Prometheus for Network Engineers - AusNOG Presentation
This repo sets up the following:
- Containerlab network with 4x SR Linux nodes
- Production-read Netbox instance, pre-populated with sites, locations and racks.
- Prometheus instance, pre-configured with target discovery from netbox and a netbox-exporter.
- Grafana with pre-provisioned dashboards and data-sources.
- Install containerlab (https://containerlab.dev/install/)
- Perform host network setup (Debian/Ubuntu):
./net-setup.sh
- Deploy the network
clab deploy
- Login to network devices,
ssh admin@clab-ausnog23-edge1
- keys should work, otherwise Password:admin@123
- Login to network devices,
- Deploy the monitoring stack
docker compose up -d
- should take a bit for Netbox to be ready. - Browse the various UIs
- Prometheus: http://localhost:9090
- Grafana: http://localhost:3000 Username: admin / Password: admin
- Netbox: http://localhost:8000 Username: admin / Password: admin
From the root of the repo, you can start the container lab network by following the containerlab installation guide then issuing clab deploy
. You should result with a network running:
root@containerlab:/home/tim/ausnog-2023# clab inspect
INFO[0000] Parsing & checking topology file: ausnog.clab.yml
+---+---------------------+--------------+-----------------------+------+---------+----------------+----------------------+
| # | Name | Container ID | Image | Kind | State | IPv4 Address | IPv6 Address |
+---+---------------------+--------------+-----------------------+------+---------+----------------+----------------------+
| 1 | clab-ausnog23-edge1 | b289fe3c34dc | ghcr.io/nokia/srlinux | srl | running | 172.20.20.2/24 | 2001:172:20:20::2/64 |
| 2 | clab-ausnog23-edge2 | 67e8f37dcc12 | ghcr.io/nokia/srlinux | srl | running | 172.20.20.3/24 | 2001:172:20:20::3/64 |
| 3 | clab-ausnog23-pe1 | 3702bf8c4f95 | ghcr.io/nokia/srlinux | srl | running | 172.20.20.5/24 | 2001:172:20:20::5/64 |
| 4 | clab-ausnog23-pe2 | d6803a6b2414 | ghcr.io/nokia/srlinux | srl | running | 172.20.20.4/24 | 2001:172:20:20::4/64 |
+---+---------------------+--------------+-----------------------+------+---------+----------------+----------------------+
http://localhost:8000 - Username: admin / Password: admin
Access prometheus from http://localhost:9090
, no login required.

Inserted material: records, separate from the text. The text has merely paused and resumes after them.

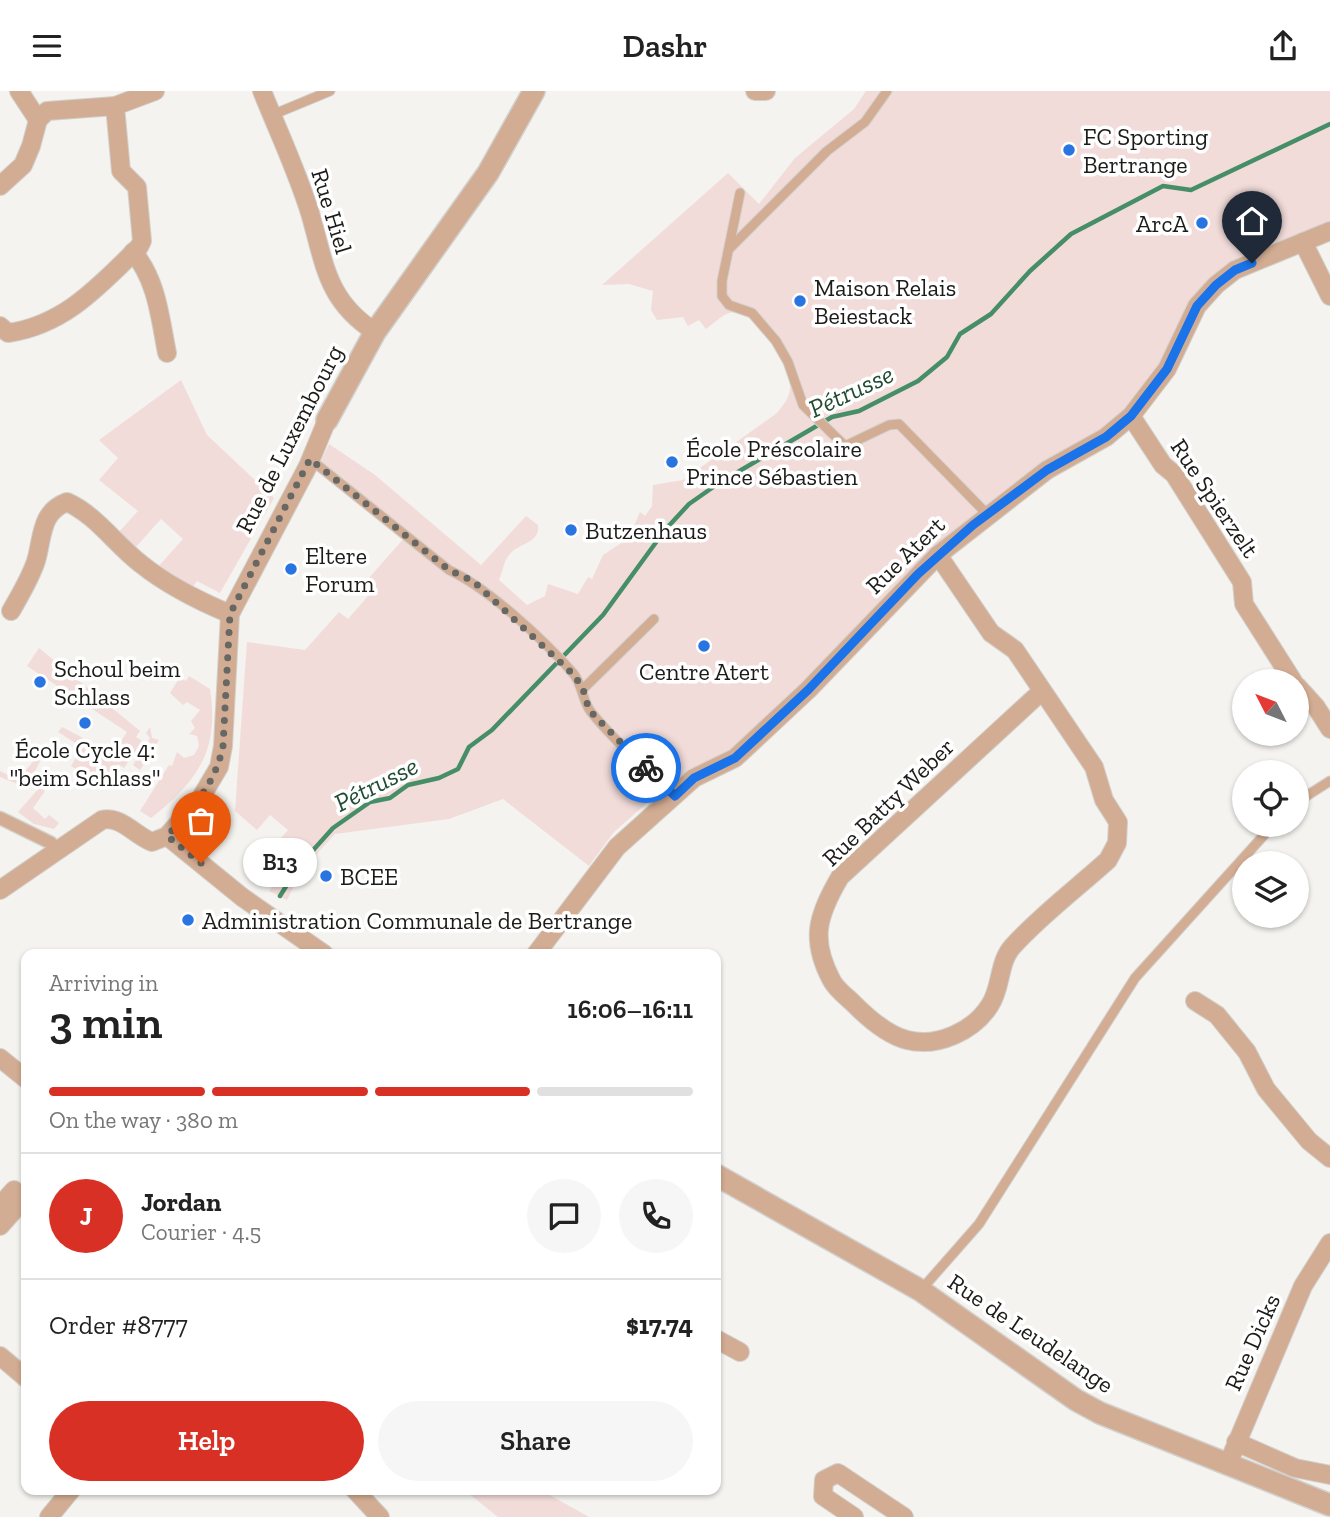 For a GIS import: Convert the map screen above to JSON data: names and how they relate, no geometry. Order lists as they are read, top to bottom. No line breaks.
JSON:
{"streets":{"street":["Rue Hiel","Rue de Luxembourg","Rue Spierzelt","Rue Atert","Rue Batty Weber","Rue de Leudelange","Rue Dicks"]},"crossings":[["Rue Hiel","Rue de Luxembourg"],["Rue Spierzelt","Rue Atert"],["Rue Atert","Rue Batty Weber"],["Rue de Leudelange","Rue Dicks"]],"water":["Pétrusse"],"places":["FC Sporting Bertrange","ArcA","Maison Relais Beiestack","École Préscolaire Prince Sébastien","Butzenhaus","Eltere Forum","Centre Atert","Schoul beim Schlass","École Cycle 4: \"beim Schlass\"","B13","BCEE","Administration Communale de Bertrange"],"north":"top left","page":{"header":"Dashr","bubble":"B13","heading":["3 min","Arriving in","16:06–16:11"],"panel":["Jordan","Courier · 4.5","Order #8777","$17.74"],"bar":"On the way · 380 m","round":"J","buttons":["Help","Share"]}} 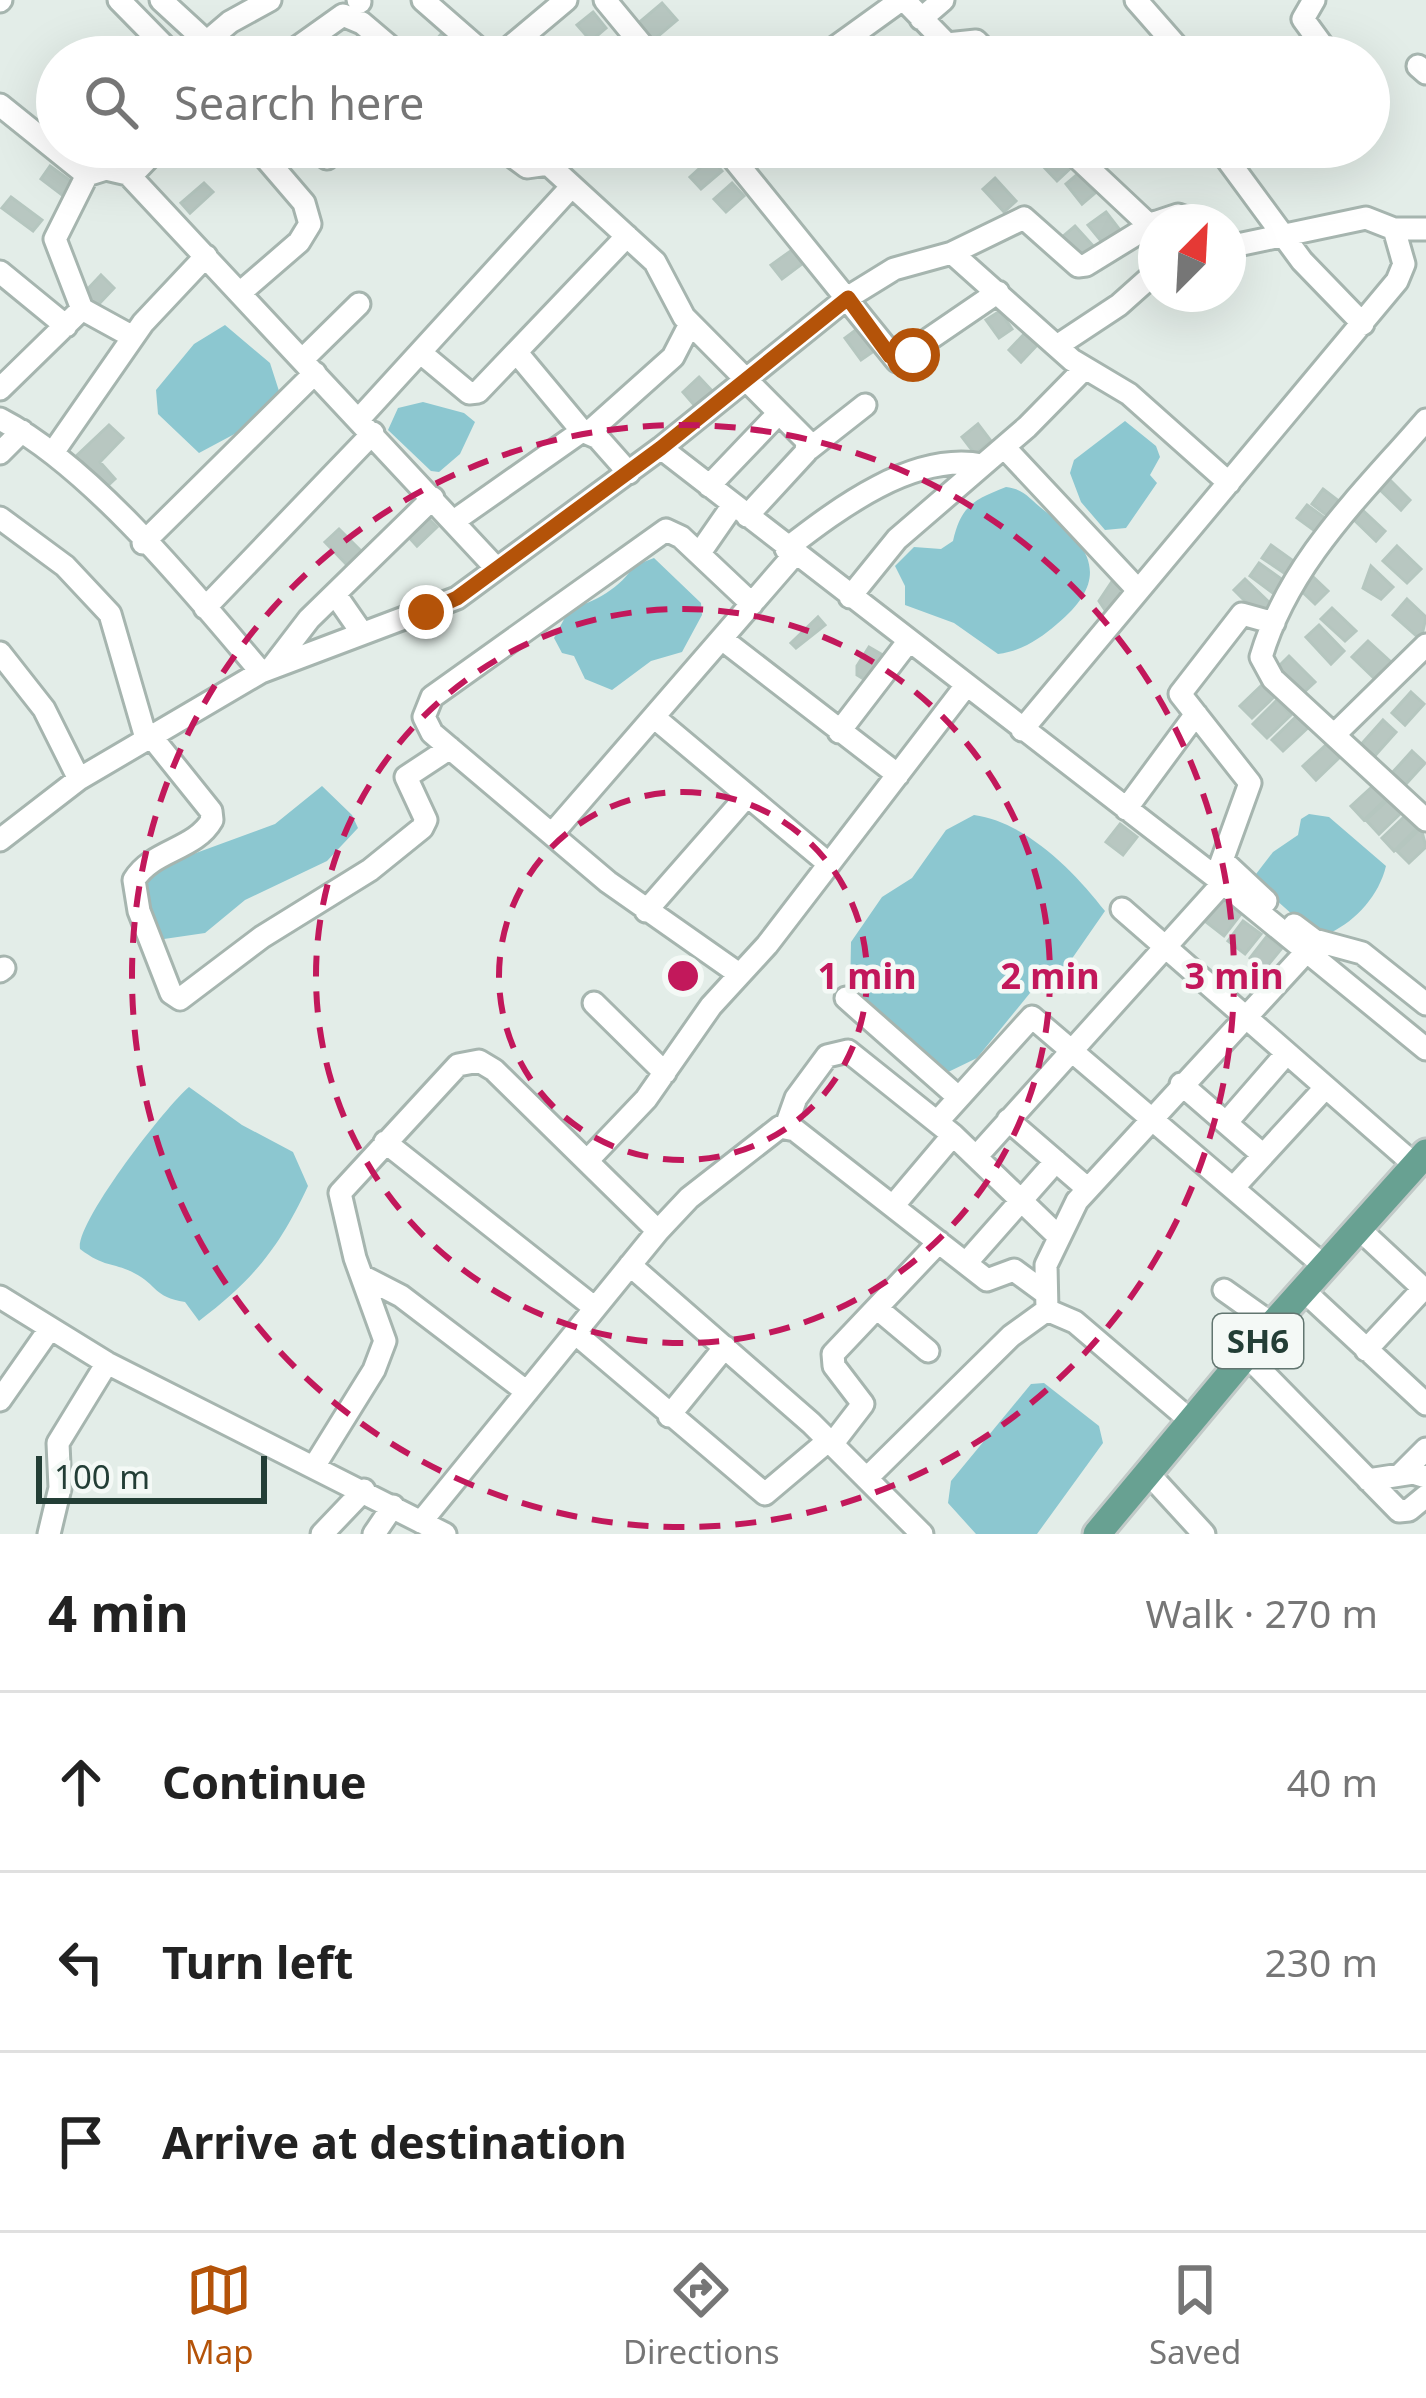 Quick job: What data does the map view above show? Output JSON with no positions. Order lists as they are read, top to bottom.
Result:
{
  "streets": {
    "main road": ["SH6"]
  },
  "scale_bar": "100 m",
  "north": "top right",
  "page": {
    "search": "Search here",
    "scale": "100 m",
    "heading": ["4 min", "Walk · 270 m"],
    "list": [
      ["Continue", "40 m"],
      ["Turn left", "230 m"],
      "Arrive at destination"
    ],
    "nav": ["Map", "Directions", "Saved"]
  },
  "rings": ["1 min", "2 min", "3 min"]
} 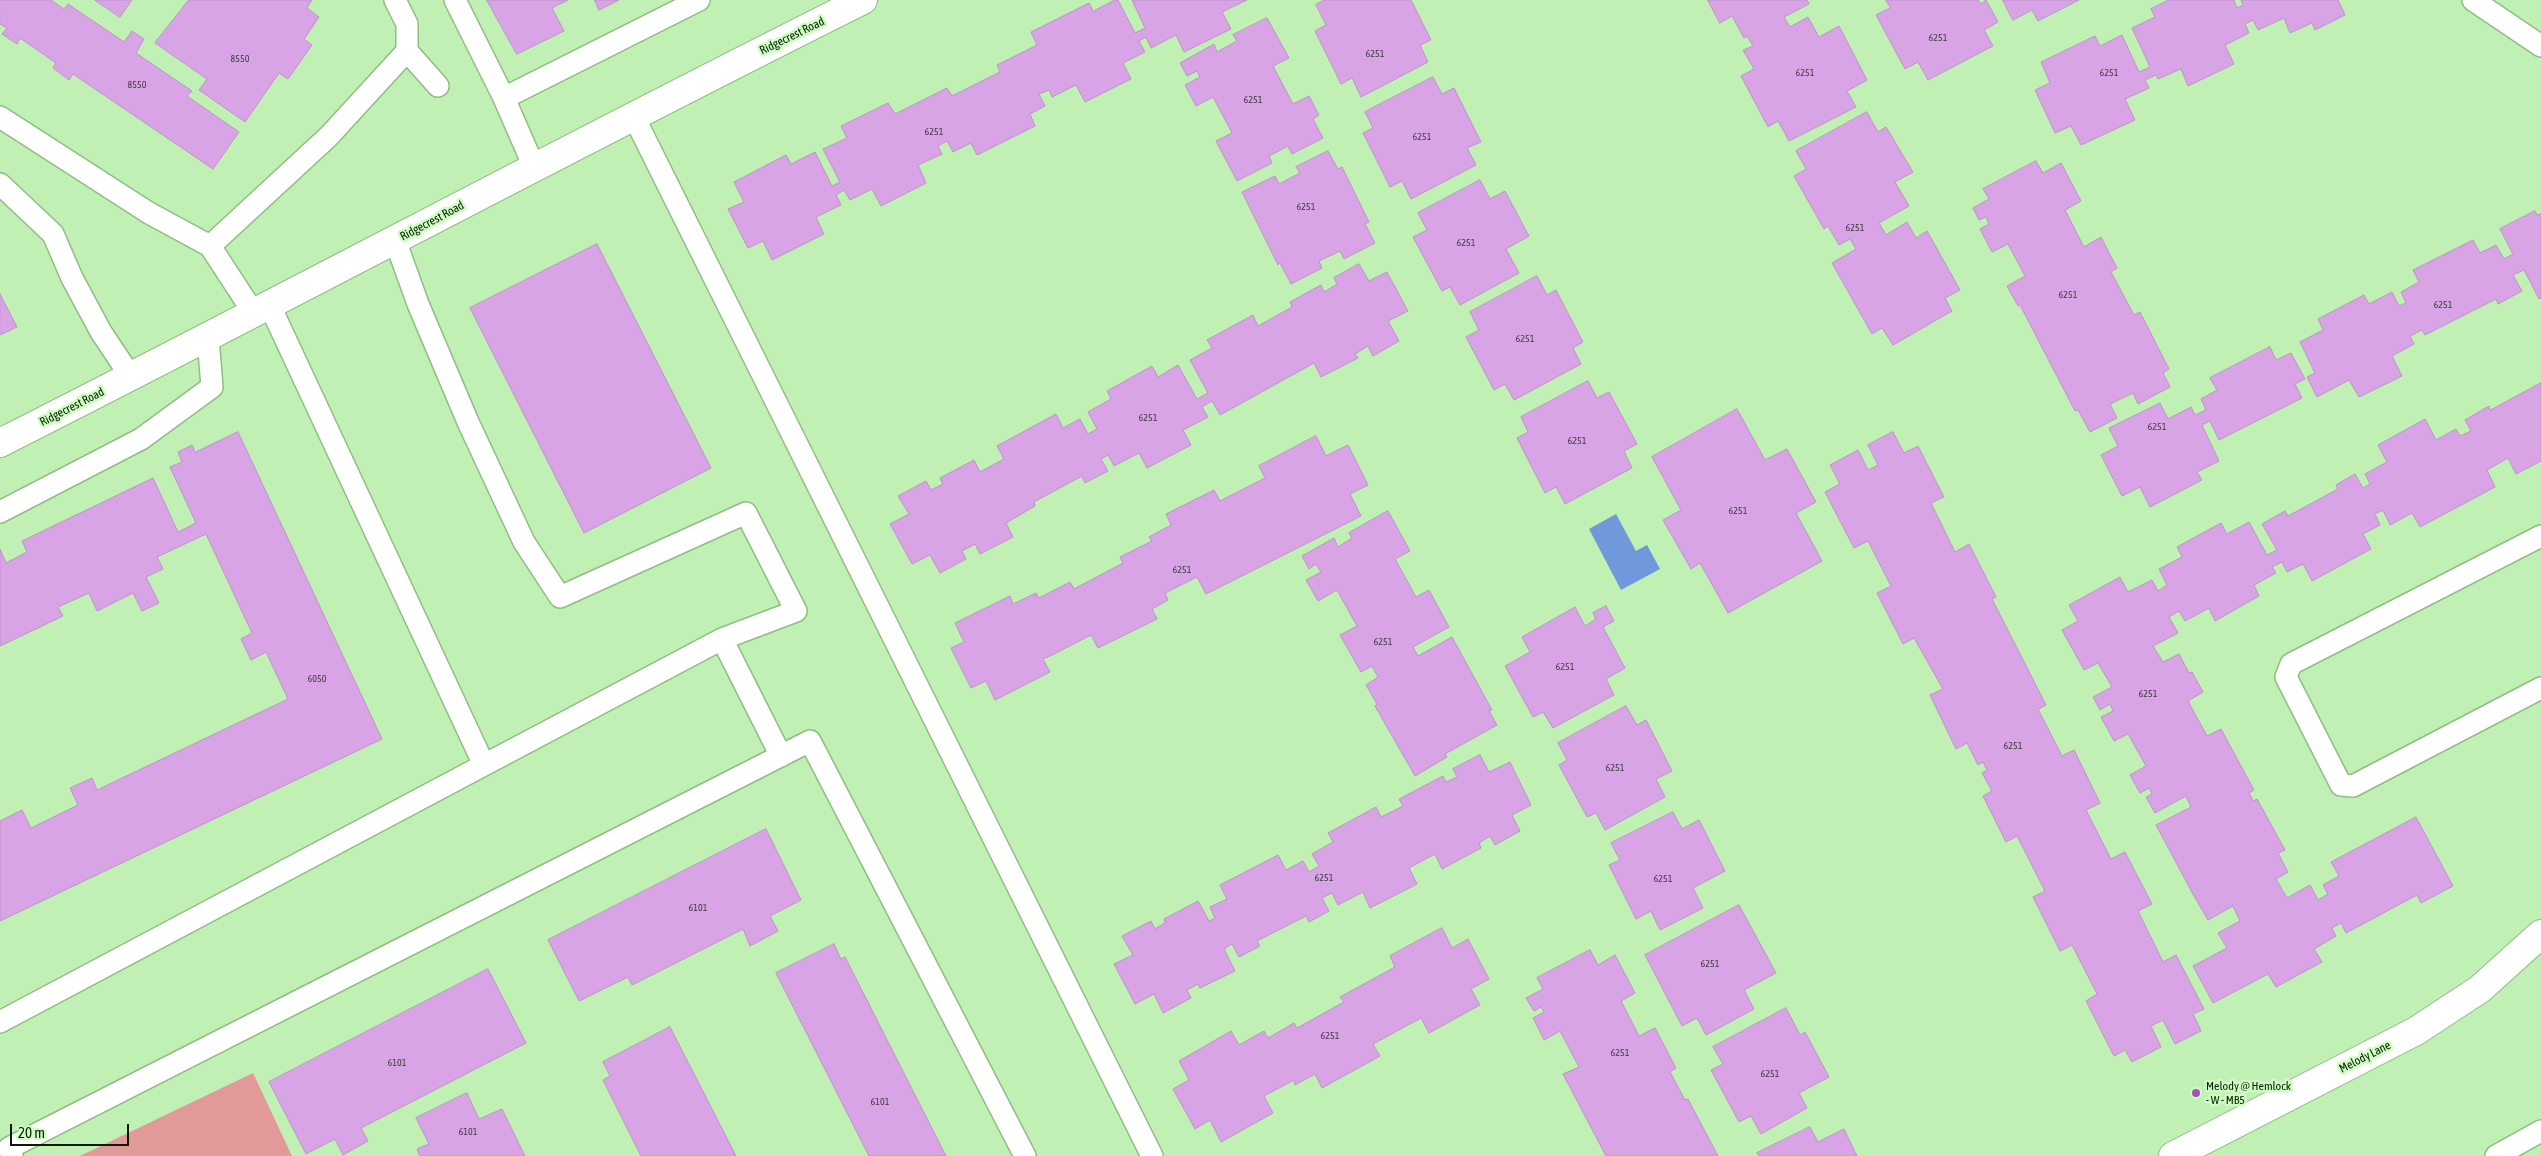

Configuration is in the prometheus directory along with recording rules. These recording rules perform group_left()
queries to match streaming telemetry data with both netbox device data from the Netbox Exporter as well as interface information. You'll notice that the interface_bitrate_rx:30s
metric also includes connected device labels about the other device, according to netbox.
The blackbox exporter pings each network device as discovered from Netbox (device, state = Active). The API key is from the Netbox instance.
This is a custom-written exporter that queries the Netbox API for devices, interfaces and circuits and exposes the data as prometheus metrics. Examples below:
root@containerlab:/home/tim/ausnog-2023# curl localhost:9000/metrics
# HELP netbox_devices All netbox devices.
# TYPE netbox_devices gauge
netbox_devices{device="edge1.tdr.id.au",device_role="edge-router",device_type="nokia-7220-ixr-d3l-32-100ge",location="cage01",manufacturer="nokia",rack="R001",region="sydney",site="au-syd1"} 1.0
netbox_devices{device="edge2.tdr.id.au",device_role="edge-router",device_type="nokia-7220-ixr-d3l-32-100ge",location="cage01",manufacturer="nokia",rack="R001",region="sydney",site="au-syd1"} 1.0
netbox_devices{device="pe1.tdr.id.au",device_role="pe-router",device_type="nokia-7220-ixr-d3l-32-100ge",location="cage01",manufacturer="nokia",rack="R001",region="sydney",site="au-syd1"} 1.0
netbox_devices{device="pe2.tdr.id.au",device_role="pe-router",device_type="nokia-7220-ixr-d3l-32-100ge",location="cage01",manufacturer="nokia",rack="R001",region="sydney",site="au-syd1"} 1.0
# HELP netbox_interfaces All connected interfaces.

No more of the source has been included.